----- Exercise material -----
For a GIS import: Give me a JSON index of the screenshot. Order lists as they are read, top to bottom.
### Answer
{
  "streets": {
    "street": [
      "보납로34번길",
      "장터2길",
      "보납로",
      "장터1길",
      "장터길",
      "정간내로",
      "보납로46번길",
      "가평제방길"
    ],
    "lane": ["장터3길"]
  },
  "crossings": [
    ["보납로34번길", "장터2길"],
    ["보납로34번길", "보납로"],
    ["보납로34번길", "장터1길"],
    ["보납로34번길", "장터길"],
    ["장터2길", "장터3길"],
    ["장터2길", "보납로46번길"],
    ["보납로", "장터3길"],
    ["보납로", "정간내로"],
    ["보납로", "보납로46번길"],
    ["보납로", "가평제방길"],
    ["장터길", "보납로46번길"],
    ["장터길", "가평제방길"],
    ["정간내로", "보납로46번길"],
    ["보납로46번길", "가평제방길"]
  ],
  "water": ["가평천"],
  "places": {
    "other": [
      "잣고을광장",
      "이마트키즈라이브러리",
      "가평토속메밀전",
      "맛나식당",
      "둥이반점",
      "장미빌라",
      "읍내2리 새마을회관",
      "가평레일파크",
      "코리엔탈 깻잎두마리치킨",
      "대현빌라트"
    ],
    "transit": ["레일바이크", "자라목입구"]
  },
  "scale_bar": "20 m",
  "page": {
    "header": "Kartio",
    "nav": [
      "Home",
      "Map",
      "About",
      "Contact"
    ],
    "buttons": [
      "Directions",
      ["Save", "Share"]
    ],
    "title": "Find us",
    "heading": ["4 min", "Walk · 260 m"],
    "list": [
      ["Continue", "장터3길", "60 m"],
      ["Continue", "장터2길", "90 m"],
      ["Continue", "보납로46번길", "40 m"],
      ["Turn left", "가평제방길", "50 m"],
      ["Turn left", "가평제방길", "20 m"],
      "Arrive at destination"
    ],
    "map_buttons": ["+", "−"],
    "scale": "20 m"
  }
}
-----
■ Task directions
Tally the lines above that contain "가평제방길"; give only the number.

■ Output of the exercise
6